Exercise requirements - Write out word for word each line of the records, beginning at the first and stopping after the line with "0 7px,transparent 0". Leave the pictures out.

[[ Recorded data open ]]

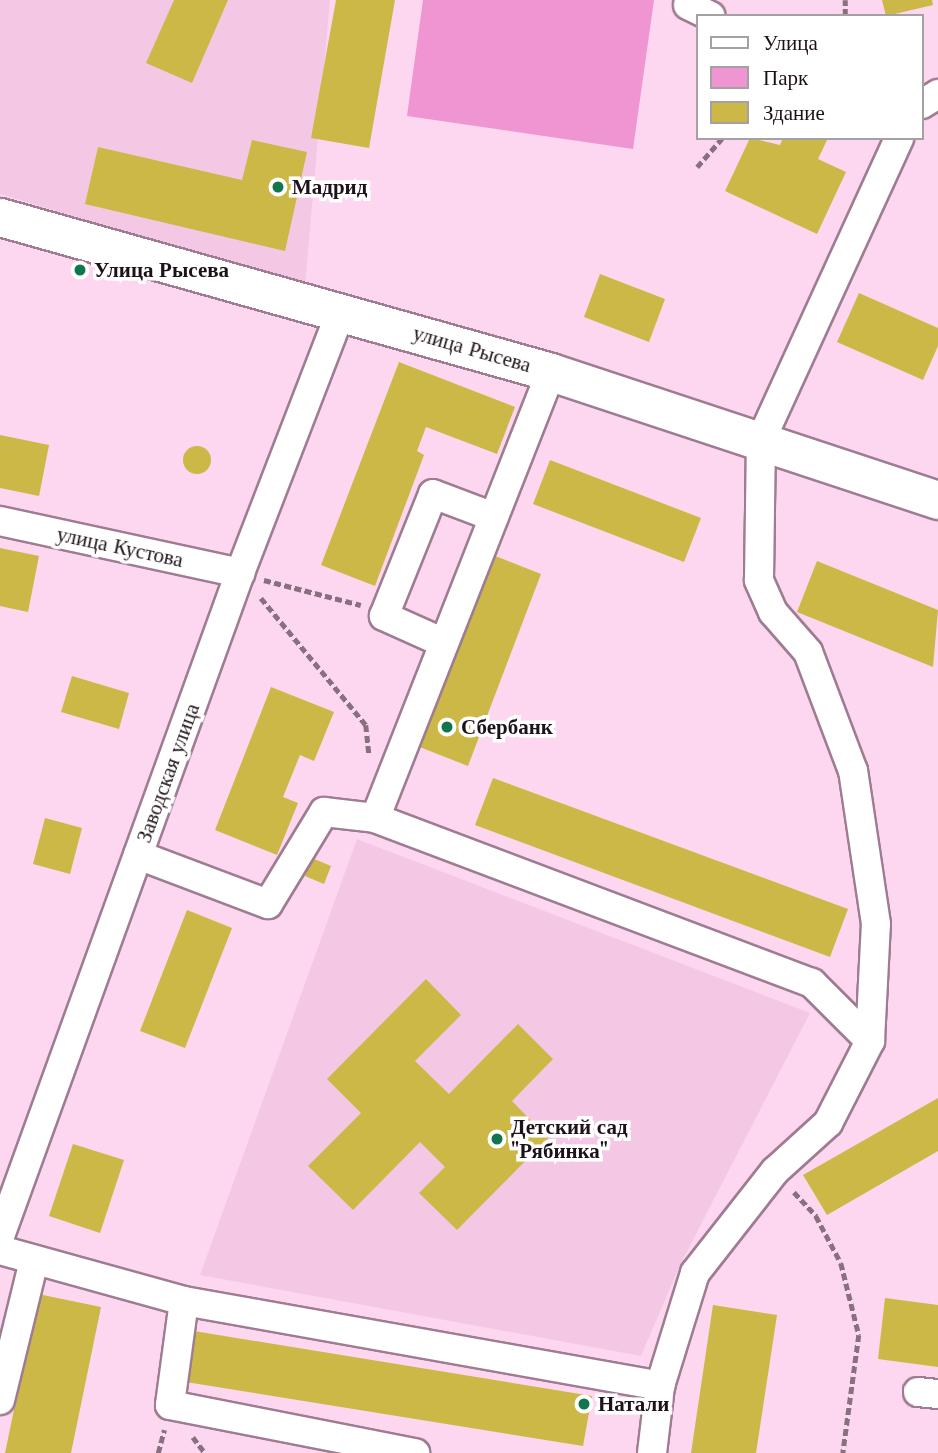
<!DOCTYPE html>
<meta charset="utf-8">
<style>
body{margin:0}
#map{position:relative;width:938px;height:1453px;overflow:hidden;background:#fdd7ef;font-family:"Libre Baskerville",serif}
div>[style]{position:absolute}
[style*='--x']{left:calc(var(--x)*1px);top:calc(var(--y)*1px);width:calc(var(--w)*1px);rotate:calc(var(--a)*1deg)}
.built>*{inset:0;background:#f4c8e5}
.green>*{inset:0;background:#ef96d2}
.building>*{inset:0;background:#cbb846}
.round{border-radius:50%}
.path>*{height:4.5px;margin-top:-2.25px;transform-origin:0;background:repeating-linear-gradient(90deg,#88707f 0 7px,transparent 0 10.5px)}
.roads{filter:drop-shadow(2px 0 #9e7c92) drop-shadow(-2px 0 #9e7c92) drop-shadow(0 2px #9e7c92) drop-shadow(0 -2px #9e7c92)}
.minor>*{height:28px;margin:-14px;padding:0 14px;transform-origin:14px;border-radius:14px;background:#fff}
.major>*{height:37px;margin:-18.5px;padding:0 18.5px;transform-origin:18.5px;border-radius:18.5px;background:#fff}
.dots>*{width:19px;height:19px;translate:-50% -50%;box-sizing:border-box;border:4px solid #fff;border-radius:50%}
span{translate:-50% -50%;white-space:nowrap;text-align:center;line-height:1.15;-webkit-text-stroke:7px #fff;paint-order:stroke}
.poi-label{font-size:21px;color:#1e121a;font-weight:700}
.left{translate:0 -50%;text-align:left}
.street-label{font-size:21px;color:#1e121a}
.legend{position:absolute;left:696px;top:14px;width:228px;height:126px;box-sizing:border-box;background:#fff;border:2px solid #a5a0a3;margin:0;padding:9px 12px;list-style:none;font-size:21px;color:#1e121a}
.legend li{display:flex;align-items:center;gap:14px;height:35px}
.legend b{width:35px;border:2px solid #a5a0a3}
</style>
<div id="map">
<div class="built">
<i style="clip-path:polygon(0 0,330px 0,305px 286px,0 194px)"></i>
<i style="clip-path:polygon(357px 839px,810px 1013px,680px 1265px,641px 1356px,200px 1275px)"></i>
</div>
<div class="green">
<i style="clip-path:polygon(423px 0,654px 0,633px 149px,407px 116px)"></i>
</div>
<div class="building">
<i style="clip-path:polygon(174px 0,228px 0,192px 83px,146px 63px)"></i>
<i style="clip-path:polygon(336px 0,395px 0,369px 148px,311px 138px)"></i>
<i style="clip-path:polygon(882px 0,932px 0,933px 5px,886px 16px)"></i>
<i style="clip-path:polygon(750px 138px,780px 145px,783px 138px,828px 138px,818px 159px,846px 172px,817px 234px,725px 191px)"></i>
<i style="clip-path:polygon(252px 140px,307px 152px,285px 251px,85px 204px,98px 147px,242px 180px)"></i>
<i style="clip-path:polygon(600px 274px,665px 299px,649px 342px,584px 317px)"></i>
<i style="clip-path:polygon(859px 293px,938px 328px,938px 346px,923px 380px,837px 342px)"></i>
<i style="clip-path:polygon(399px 362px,515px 407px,497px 454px,426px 427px,417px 451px,424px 455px,375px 586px,321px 565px)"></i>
<i style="clip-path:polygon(0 435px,49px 445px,39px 496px,0 488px)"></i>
<i class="round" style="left:183px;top:446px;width:28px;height:28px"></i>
<i style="clip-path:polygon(550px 460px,701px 518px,684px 562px,533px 504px)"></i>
<i style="clip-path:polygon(0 548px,39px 556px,28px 612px,0 606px)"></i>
<i style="clip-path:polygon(485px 552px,541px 574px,468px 766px,412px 744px)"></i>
<i style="clip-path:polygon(817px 561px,938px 610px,933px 667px,797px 612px)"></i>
<i style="clip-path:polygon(72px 676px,129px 693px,119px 729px,61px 712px)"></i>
<i style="clip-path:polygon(271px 687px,334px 712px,314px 761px,300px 755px,283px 797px,298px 803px,277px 855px,215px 830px)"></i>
<i style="clip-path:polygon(493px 778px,848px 909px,830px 957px,475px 825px)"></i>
<i style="clip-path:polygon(45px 818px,82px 828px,70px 874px,33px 864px)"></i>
<i style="clip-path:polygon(312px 858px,331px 866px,324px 884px,305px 876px)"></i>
<i style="clip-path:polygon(187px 910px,232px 928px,185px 1048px,140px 1031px)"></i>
<i style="clip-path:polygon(426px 979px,461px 1015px,415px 1061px,449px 1094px,518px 1024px,553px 1059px,512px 1101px,548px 1138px,457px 1230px,419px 1193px,445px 1167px,420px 1142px,353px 1210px,308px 1166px,361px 1113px,327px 1079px)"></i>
<i style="clip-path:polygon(938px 1098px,938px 1151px,827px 1215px,803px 1175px)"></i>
<i style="clip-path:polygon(73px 1144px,124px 1160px,100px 1233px,49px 1216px)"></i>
<i style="clip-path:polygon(38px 1294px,101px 1307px,71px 1453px,5px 1453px)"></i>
<i style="clip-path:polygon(885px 1298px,938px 1305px,938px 1367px,878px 1359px)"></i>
<i style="clip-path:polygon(713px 1305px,777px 1315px,756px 1453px,691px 1453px)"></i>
<i style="clip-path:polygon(194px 1331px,592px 1396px,583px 1446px,186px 1382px)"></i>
</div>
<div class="path">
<i style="--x:845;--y:16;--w:16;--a:-90"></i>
<i style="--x:697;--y:167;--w:38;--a:-49"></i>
<i style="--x:264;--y:580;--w:100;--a:14.5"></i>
<i style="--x:261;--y:598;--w:165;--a:50.4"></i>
<i style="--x:366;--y:725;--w:29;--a:84"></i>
<i style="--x:794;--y:1192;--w:33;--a:47"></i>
<i style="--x:816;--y:1216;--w:53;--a:62"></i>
<i style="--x:841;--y:1263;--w:74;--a:76"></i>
<i style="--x:859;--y:1335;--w:119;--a:97.7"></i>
<i style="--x:193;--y:1437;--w:20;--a:53"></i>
<i style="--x:158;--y:1453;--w:24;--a:-75"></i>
</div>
<div class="roads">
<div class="minor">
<i style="--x:688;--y:5;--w:25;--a:26"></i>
<i style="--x:922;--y:104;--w:19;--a:-32"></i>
<i style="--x:551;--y:372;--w:479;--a:111.5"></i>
<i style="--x:375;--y:818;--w:467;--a:20.7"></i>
<i style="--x:812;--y:983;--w:82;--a:45"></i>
<i style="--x:0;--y:521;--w:246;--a:12.2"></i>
<i style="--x:444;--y:643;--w:66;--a:-155.8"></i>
<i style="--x:384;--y:616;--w:131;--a:-68.1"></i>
<i style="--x:433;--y:494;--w:65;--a:20.7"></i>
<i style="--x:138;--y:855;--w:139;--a:20.7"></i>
<i style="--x:268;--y:904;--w:108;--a:-58.7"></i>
<i style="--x:324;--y:812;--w:51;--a:6.7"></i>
<i style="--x:0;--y:1236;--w:705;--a:-70.1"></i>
<i style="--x:240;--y:573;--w:281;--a:-68.9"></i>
<i style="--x:0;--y:1250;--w:191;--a:15.5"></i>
<i style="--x:184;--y:1301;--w:484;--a:10.1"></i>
<i style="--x:184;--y:1301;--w:105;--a:97.7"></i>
<i style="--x:170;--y:1405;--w:250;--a:11.1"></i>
<i style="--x:918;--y:1392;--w:20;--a:6"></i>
<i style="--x:0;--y:1400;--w:144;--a:-76.3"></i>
<i style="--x:652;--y:1453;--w:67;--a:-83.2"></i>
<i style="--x:660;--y:1386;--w:118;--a:-72.8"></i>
<i style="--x:695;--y:1273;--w:130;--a:-51.9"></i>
<i style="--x:775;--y:1171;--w:72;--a:-42.2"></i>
<i style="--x:828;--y:1123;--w:92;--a:-62.9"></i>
<i style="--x:870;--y:1041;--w:117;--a:-87.1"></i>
<i style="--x:876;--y:924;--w:155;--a:-98.5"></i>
<i style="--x:853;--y:771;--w:127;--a:-110.7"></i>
<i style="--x:808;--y:652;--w:53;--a:-131.2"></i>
<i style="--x:773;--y:612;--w:35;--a:-114"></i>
<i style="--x:759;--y:580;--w:140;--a:-89.2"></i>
<i style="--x:761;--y:440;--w:332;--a:-65.4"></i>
</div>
<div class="major">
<i style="--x:0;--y:217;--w:572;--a:15.71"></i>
<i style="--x:551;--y:372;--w:408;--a:18.3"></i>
</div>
</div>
<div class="dots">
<i style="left:278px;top:187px;background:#11754d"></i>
<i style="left:80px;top:270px;background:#11754d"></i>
<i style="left:447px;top:727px;background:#11754d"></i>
<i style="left:497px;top:1139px;background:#11754d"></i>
<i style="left:584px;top:1404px;background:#11754d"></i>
</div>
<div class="poi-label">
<span class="left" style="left:292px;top:187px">Мадрид</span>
<span class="left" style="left:94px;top:270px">Улица Рысева</span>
<span class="left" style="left:461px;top:727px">Сбербанк</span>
<span class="left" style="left:511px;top:1139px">Детский сад<br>"Рябинка"</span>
<span class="left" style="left:598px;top:1404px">Натали</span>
</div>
<div class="street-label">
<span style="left:472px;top:349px;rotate:16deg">улица Рысева</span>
<span style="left:120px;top:547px;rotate:12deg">улица Кустова</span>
<span style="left:168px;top:773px;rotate:-70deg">Заводская улица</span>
</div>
<ul class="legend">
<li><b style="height:9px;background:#fff"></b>Улица</li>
<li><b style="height:19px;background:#ef96d2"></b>Парк</li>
<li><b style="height:19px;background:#cbb846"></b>Здание</li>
</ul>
</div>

[[ Recorded data closed ]]

Final answer -
<!DOCTYPE html>
<meta charset="utf-8">
<style>
body{margin:0}
#map{position:relative;width:938px;height:1453px;overflow:hidden;background:#fdd7ef;font-family:"Libre Baskerville",serif}
div>[style]{position:absolute}
[style*='--x']{left:calc(var(--x)*1px);top:calc(var(--y)*1px);width:calc(var(--w)*1px);rotate:calc(var(--a)*1deg)}
.built>*{inset:0;background:#f4c8e5}
.green>*{inset:0;background:#ef96d2}
.building>*{inset:0;background:#cbb846}
.round{border-radius:50%}
.path>*{height:4.5px;margin-top:-2.25px;transform-origin:0;background:repeating-linear-gradient(90deg,#88707f 0 7px,transparent 0 10.5px)}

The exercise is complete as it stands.